In May 2011, Bishop Carcaño participated in the Human Rights Campaign's Clergy Call for Justice and Equality in Washington, D.C. At a rally for the event, the Bishop's comments included:

"Hate and violence against persons, whether it is bullying in our schools, the taunting and violating of a person's privacy to the point of humiliating that person and destroying his or her sense of self worth and belonging, to beatings and even murder on our streets or on the outskirts of our towns, all because of a person's sexual orientation or gender identity, cannot be left unchallenged or unconquered.
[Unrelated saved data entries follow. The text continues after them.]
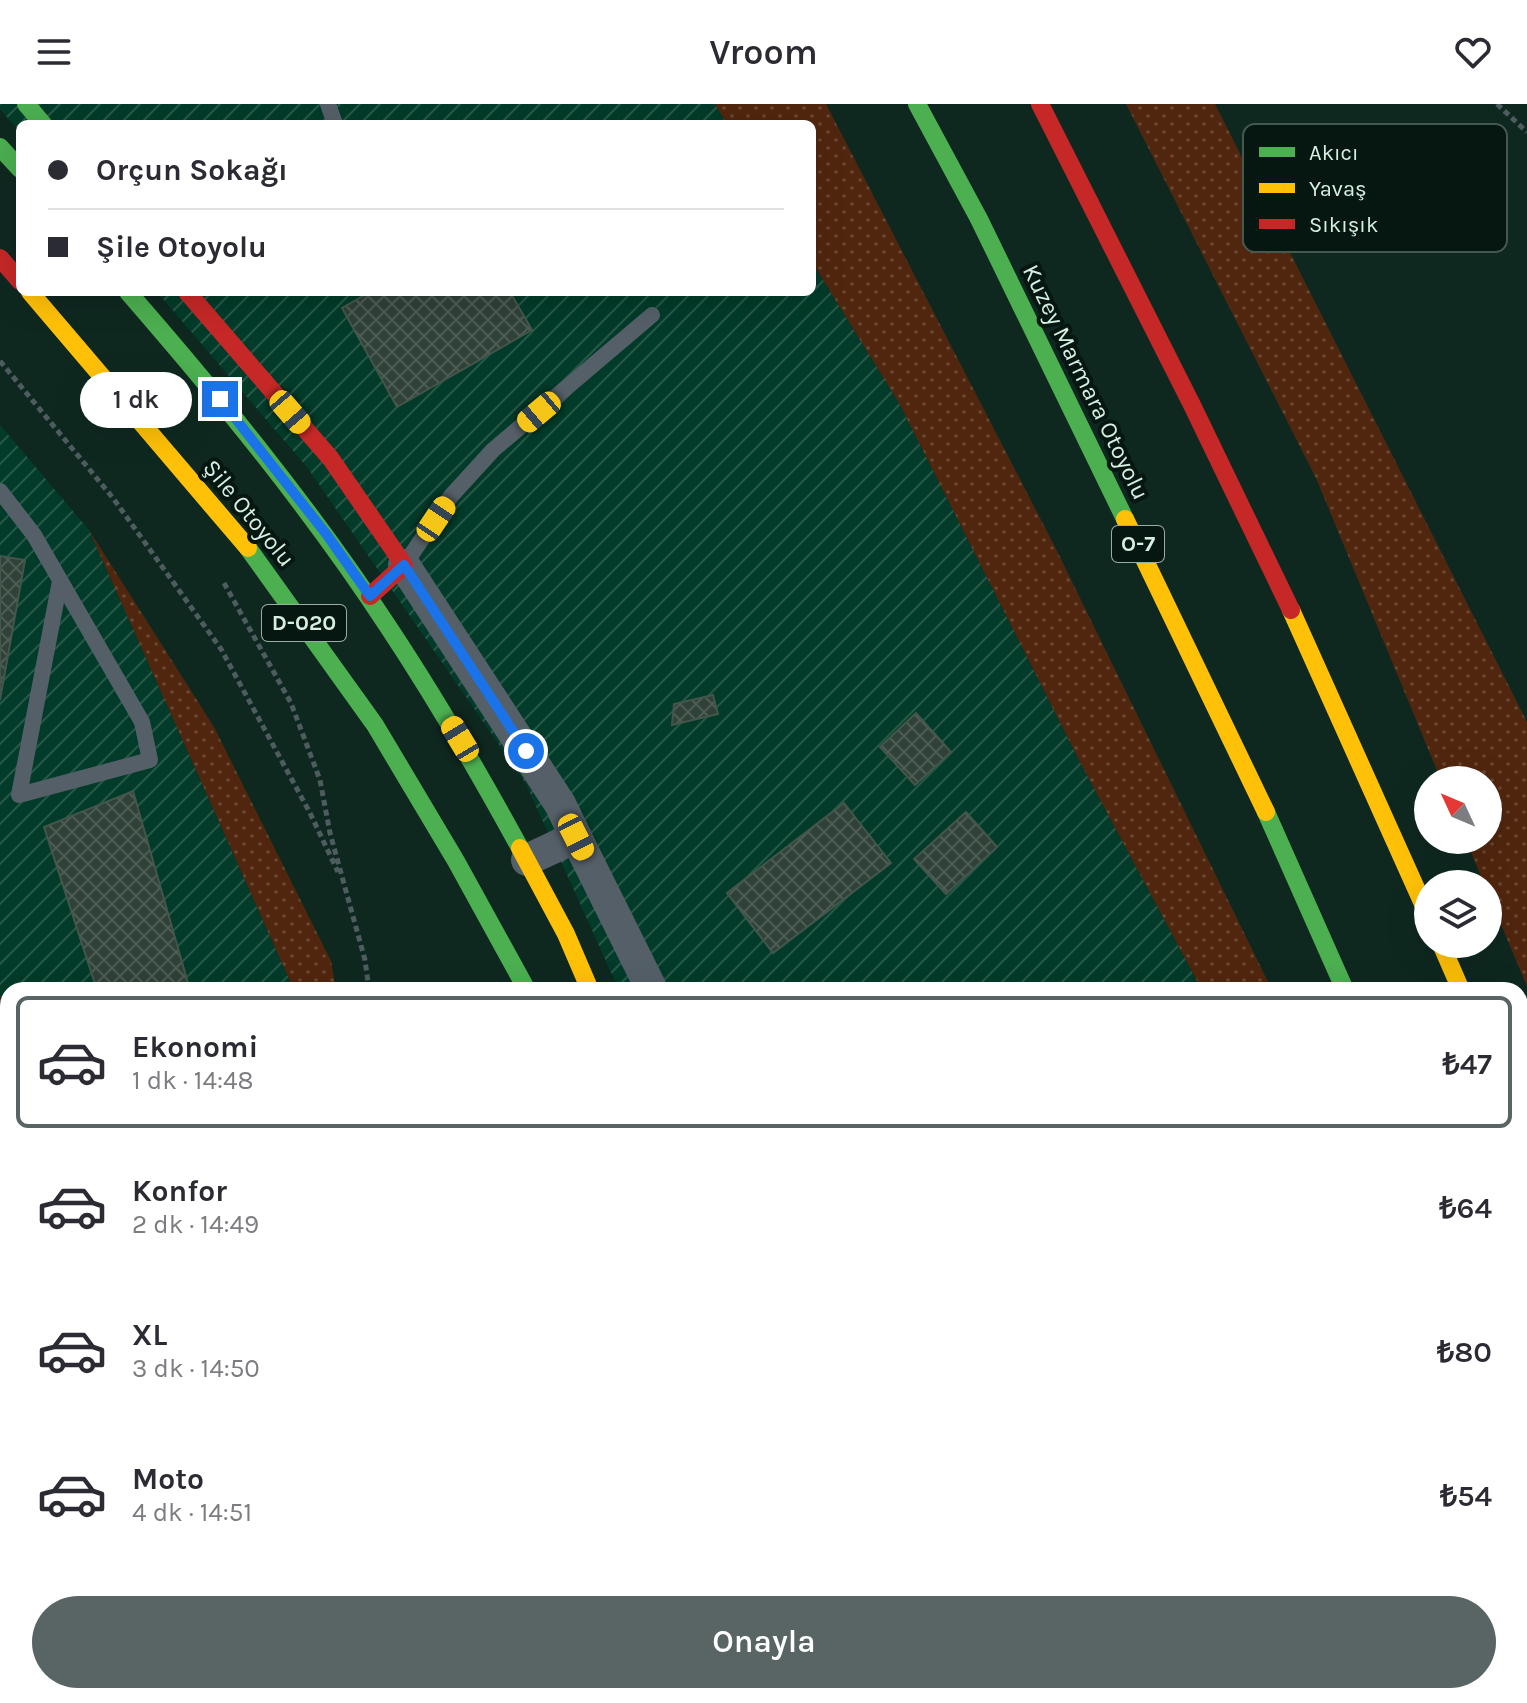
<!DOCTYPE html>
<html lang="tr">
<head>
<meta charset="utf-8">
<style>
  :root { --surface:#fff; --page:#f7f7f7; --text:#2b2b33; --muted:#7c7c81; --line:#e1e1e2; --accent:#596464 }
  body { margin:0; font-family:Karla,sans-serif; background:var(--page); color:var(--text); height:100vh; display:flex; flex-direction:column; font-size:30px; white-space:nowrap }
  * { box-sizing:border-box; margin:0 }
  p { font-size:26px; color:var(--muted) }
  .icon { flex:none; width:44px; height:44px; fill:none; stroke:currentColor; stroke-width:2; stroke-linecap:round; stroke-linejoin:round }
  .map { position:relative; flex:1; overflow:hidden }
  .details { position:absolute; left:0px; top:878px; width:1528px; height:722px; display:flex; flex-direction:column; background:var(--surface); border-radius:24px 24px 0 0; box-shadow:0 8px 32px #0002 }
  .details>* { flex:none }
  .hud { position:absolute; left:16px; top:16px; width:800px; height:176px; border-radius:12px; box-shadow:0 8px 32px #0002; display:grid; align-content:center; height:176px; padding:0 32px; background:var(--surface) }
  .needle { width:52px; rotate:314deg }
  .controls { position:absolute; left:1414px; top:662px; display:grid; gap:16px }
  .controls a { display:grid; place-items:center; width:88px; height:88px; border-radius:50%; background:var(--surface); box-shadow:0 8px 32px #0002; font-size:40px }
  .end { position:absolute; width:36px; height:36px; margin:-18px; border:10px solid #1a73e8; background:#fff; box-shadow:0 0 0 4px #fff }
  .from { border-radius:50% }
  .bubble { position:absolute; height:56px; border-radius:28px; background:var(--surface); box-shadow:0 8px 32px #0002; font-size:26px; font-weight:600; line-height:56px; text-align:center }
  .car { position:absolute; width:24px; height:48px; margin:-24px -12px; border-radius:10px; box-shadow:0 0 6px 2px #0007; background:linear-gradient(#f5c518 24%,#345 0 40%,#f5c518 0 76%,#345 0 86%,#f5c518 0) }
  .hud b { display:flex; align-items:center; gap:28px; height:76px; font-size:30px }
  .hud b+b { border-top:2px solid var(--line) }
  .hud i { width:20px; height:20px; background:var(--text) }
  ul { padding:14px 0 0; list-style:none }
  li { display:flex; align-items:center; gap:24px; height:132px; margin:0 16px 12px; padding:0 16px; border:4px solid transparent; border-radius:12px }
  li div { flex:1 }
  li b { display:block; font-size:30px }
  li em { font-style:normal; font-weight:600 }
  li.current { border-color:var(--accent) }
  li>.icon { width:72px; height:72px; stroke-width:1.5 }
  .primary-button { display:flex; gap:16px; margin-top:auto; padding:16px 32px }
  .primary-button a { flex:1; height:92px; border-radius:48px; background:var(--accent); color:#fff; font-size:32px; font-weight:600; line-height:92px; text-align:center }
  header { display:flex; justify-content:space-between; align-items:center; height:104px; padding:0 32px; background:var(--surface); font-size:36px; font-weight:600 }
  .map>svg:first-child { display:block }
  .industrial { fill:url(#industrial-furrows) }
  .green { fill:url(#green-dots) }
  .building { fill:url(#building-cross-hatch); stroke:#44564c; stroke-width:2 }
  .lines { fill:none; stroke-linecap:round; stroke-linejoin:round }
  .path { stroke:#4f5c5f; stroke-width:5; stroke-dasharray:6 4; stroke-linecap:butt }
  .lane { stroke:#555f68; stroke-width:16 }
  .street { stroke:#555f68; stroke-width:32 }
  .fast { stroke:#4caf50; stroke-width:18 }
  .slow { stroke:#ffc107; stroke-width:18 }
  .jam { stroke:#c62828; stroke-width:18 }
  .route { stroke:#1a73e8; stroke-width:10 }
  .labels { text-anchor:middle; dominant-baseline:central; stroke-width:8; stroke-linejoin:round; paint-order:stroke }
  .shield { fill:#051710; stroke:#98aea4; stroke-width:2 }
  .shield-label { font-size:22px; font-weight:bold; fill:#d7eee3 }
  .street-label { font-size:24px; fill:#d7eee3; stroke:#051710 }
  .key { fill:#051710; stroke:#44584f; stroke-width:2 }
  .key-label { font-size:22px; fill:#d7eee3 }
</style>
</head>
<body>
<header><svg class="icon" aria-label="menu" viewBox="0 0 24 24"><path d="M4 6h16M4 12h16M4 18h16"/></svg>Vroom<svg class="icon" aria-label="heart" viewBox="0 0 24 24"><path d="M12 20l-8-8c-3-5 5-10 8-4 3-6 11-1 8 4z"/></svg></header>
<div class="map">
<svg width="1527" height="1599" viewBox="0 0 1527 1599">
  <defs>
    <pattern id="industrial-furrows" width="10" height="10" patternUnits="userSpaceOnUse" patternTransform="scale(2)"><rect width="10" height="10" fill="#023b29"/><path d="M-1 1l2-2M0 10L10 0M9 11l2-2" fill="none" stroke="#265848"/></pattern>
    <pattern id="green-dots" width="8" height="8" patternUnits="userSpaceOnUse" patternTransform="scale(2)"><rect width="8" height="8" fill="#51260e"/><path d="M2 2h.1M6 6h.1" fill="none" stroke="#694631" stroke-width="1.8" stroke-linecap="round"/></pattern>
    <pattern id="building-cross-hatch" width="8" height="8" patternUnits="userSpaceOnUse" patternTransform="scale(2)"><rect width="8" height="8" fill="#304138"/><path d="M0 0l8 8M0 8l8-8" fill="none" stroke="#4d5d55"/></pattern>
  </defs>
  <rect width="100%" height="100%" fill="#0e2820"/>
  <g class="industrial">
    <polygon points="0,0 715,0 727,20 20,20 20,28 0,5"/>
    <polygon points="812,158 899,299 1081,660 1202,886 619,886 526,680 307,363 157,188 812,188"/>
    <polygon points="0,321 89,426 294,886 8,886 8,914 0,891"/>
    <polygon points="0,1565 8,1565 8,1592 239,1592 238,1599 0,1599"/>
  </g>
  <g class="green">
    <polygon points="715,0 826,0 1055,443 1272,886 1202,886 1081,660 899,299 812,158 812,20 727,20"/>
    <polygon points="1126,0 1215,0 1527,618 1527,882 1488,790 1488,780 1484,780 1466,736 1488,736 1488,676 1441,676 1316,374"/>
    <polygon points="89,426 214,623 331,857 336,886 294,886"/>
    <polygon points="0,891 8,914 8,1565 0,1565"/>
    <polygon points="1527,1548 1527,1599 886,1599 889,1592 1520,1592 1520,1549"/>
    <polygon points="239,1592 314,1592 314,1599 238,1599"/>
    <polygon points="610,1592 695,1592 697,1599 610,1599"/>
  </g>
  <g class="building">
    <polygon points="370,188 510,188 532,226 397,303 342,204"/>
    <polygon points="0,452 25,456 0,596"/>
    <polygon points="713,591 718,610 672,621 674,600"/>
    <polygon points="916,609 951,648 915,681 880,643"/>
    <polygon points="133,687 190,886 97,886 44,723"/>
    <polygon points="844,699 891,759 773,849 727,789"/>
    <polygon points="966,708 997,743 946,790 914,755"/>
  </g>
  <g class="lines">
    <g class="path">
      <polyline points="1497,0 1527,28"/>
      <polyline points="0,257 113,394 221,545 310,709 338,768"/>
      <polyline points="224,479 291,599 320,676 330,729 365,856 369,886"/>
      <polyline points="339,1599 339,1592"/>
    </g>
    <g class="lane">
      <polyline points="328,0 335,20"/>
      <polyline points="0,387 34,431 142,618 150,656 19,691 60,477"/>
      <polyline points="405,460 451,392 493,346 652,211"/>
    </g>
    <g class="street">
      <polyline points="404,461 560,700 576,733 527,756"/>
      <polyline points="576,733 652,886"/>
    </g>
    <g class="fast">
      <polyline points="26,0 43,20"/>
      <polyline points="917,0 979,115 1125,415"/>
      <polyline points="0,43 20,65"/>
      <path d="M 128,188 C 221,295 311,405 389,524 C 436,595 479,669 520,744"/>
      <polyline points="248,444 375,621 456,757 527,886"/>
      <polyline points="1266,708 1345,886"/>
      <polyline points="1520,1420 1527,1418"/>
      <polyline points="742,1592 744,1599"/>
    </g>
    <g class="slow">
      <polyline points="30,188 248,444"/>
      <polyline points="1125,415 1266,708"/>
      <polyline points="1291,506 1428,811"/>
      <polyline points="520,744 566,830 590,886"/>
      <polyline points="1441,840 1461,886"/>
    </g>
    <g class="jam">
      <polyline points="1040,0 1192,301 1291,506"/>
      <polyline points="0,154 20,177"/>
      <polyline points="187,188 331,355 404,461 370,492"/>
      <polyline points="1520,1023 1527,1040"/>
      <polyline points="1520,1312 1527,1328"/>
      <polyline points="1520,1487 1527,1485"/>
      <polyline points="807,1592 809,1599"/>
      <polyline points="857,1599 858,1592"/>
    </g>
  </g>
  <g class="lines">
    <polyline class="route" points="220,295 327,431 370,492 404,461 526,647"/>
  </g>
  <g class="labels">
    <g class="shield">
      <rect x="1112" y="422" width="52" height="36" rx="6"/>
      <rect x="262" y="501" width="84" height="36" rx="6"/>
    </g>
    <g class="shield-label">
      <text x="1138" y="440">O-7</text>
      <text x="304" y="519">D-020</text>
    </g>
    <g class="street-label">
      <text transform="translate(1086 278) rotate(64)">Kuzey Marmara Otoyolu</text>
      <text transform="translate(249 409) rotate(51)">Şile Otoyolu</text>
    </g>
  </g>
  <rect x="1243" y="20" width="264" height="128" rx="12" class="key"/>
  <rect x="1259" y="43" width="36" height="10" fill="#4caf50"/>
  <rect x="1259" y="79" width="36" height="10" fill="#ffc107"/>
  <rect x="1259" y="115" width="36" height="10" fill="#c62828"/>
  <g class="key-label">
    <text x="1309" y="56">Akıcı</text>
    <text x="1309" y="92">Yavaş</text>
    <text x="1309" y="128">Sıkışık</text>
  </g>
</svg>
<div class="controls">
<a><svg class="needle" viewBox="-14 -14 28 28"><path d="M0-13l5 13h-10z" fill="#e53935"/><path d="M0 13l5-13h-10z" fill="#7c7c81"/></svg></a>
<a><svg class="icon" aria-label="layers" viewBox="0 0 24 24"><path d="M12 4l9 5-9 5-9-5zM3 14l9 5 9-5"/></svg></a>
</div>
<i class="end from" style="left:526px;top:647px"></i>
<i class="end" style="left:220px;top:295px"></i>
<div class="bubble" style="left:80px;top:268px;width:112px">1 dk</div>
<i class="car" style="left:290px;top:308px;rotate:139deg"></i>
<i class="car" style="left:539px;top:308px;rotate:230deg"></i>
<i class="car" style="left:436px;top:415px;rotate:34deg"></i>
<i class="car" style="left:460px;top:635px;rotate:329deg"></i>
<i class="car" style="left:576px;top:733px;rotate:153deg"></i>
<div class="hud">
<b><i class="from"></i>Orçun Sokağı</b>
<b><i></i>Şile Otoyolu</b>
</div>
<section class="details">
<ul>
<li class="current"><svg class="icon" aria-label="car" viewBox="0 0 24 24"><path d="M5 17H2v-5l4-1 3-4h7l3 4 3 1v5h-3M9 17h6M6 11h13"/><circle cx="7" cy="17" r="2"/><circle cx="17" cy="17" r="2"/></svg><div><b>Ekonomi</b><p>1 dk · 14:48</p></div><em>₺47</em></li>
<li><svg class="icon" aria-label="car" viewBox="0 0 24 24"><path d="M5 17H2v-5l4-1 3-4h7l3 4 3 1v5h-3M9 17h6M6 11h13"/><circle cx="7" cy="17" r="2"/><circle cx="17" cy="17" r="2"/></svg><div><b>Konfor</b><p>2 dk · 14:49</p></div><em>₺64</em></li>
<li><svg class="icon" aria-label="car" viewBox="0 0 24 24"><path d="M5 17H2v-5l4-1 3-4h7l3 4 3 1v5h-3M9 17h6M6 11h13"/><circle cx="7" cy="17" r="2"/><circle cx="17" cy="17" r="2"/></svg><div><b>XL</b><p>3 dk · 14:50</p></div><em>₺80</em></li>
<li><svg class="icon" aria-label="car" viewBox="0 0 24 24"><path d="M5 17H2v-5l4-1 3-4h7l3 4 3 1v5h-3M9 17h6M6 11h13"/><circle cx="7" cy="17" r="2"/><circle cx="17" cy="17" r="2"/></svg><div><b>Moto</b><p>4 dk · 14:51</p></div><em>₺54</em></li>
</ul>
<div class="primary-button"><a>Onayla</a></div>
</section>
</div>
</body>
</html>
Such violence against our lesbian, gay, bisexual and transgender sisters and brothers is a violation of all that is good within us, and destroys the inherent human dignity of all of us."

==Interfaith Advocacy==
In 2012, Carcaño was recognized by the Arizona Interfaith Movement (AZIFM) as a person who has "demonstrated 'living out' the Golden Rule objectives in their daily interaction with people and institutions in the community." She was honored at the 7th Annual Golden Rule Banquet in March 2012. Among the Bishop's Interfaith Advocacy acknowledged by AZIFM is her commitment to Immigration Reform and her work across religious and denominational boundaries to work with both local and national leaders, calling "upon Congress to take the moral and right first step to much needed humane immigration reform." Her initiative in organizing interfaith cooperation also includes her 2011 coordination of a variety of local Tucson religious leaders in joining together for an interfaith prayer service after the shooting of Congresswoman Gabby Giffords. Bishop Carcaño also serves on the board of the Claremont School of Theology, the "convening partner" school of Claremont Lincoln University. Claremont Lincoln is a multireligious university that seeks to find "the common threads among religious and ethical traditions – while honoring the distinctiveness of each."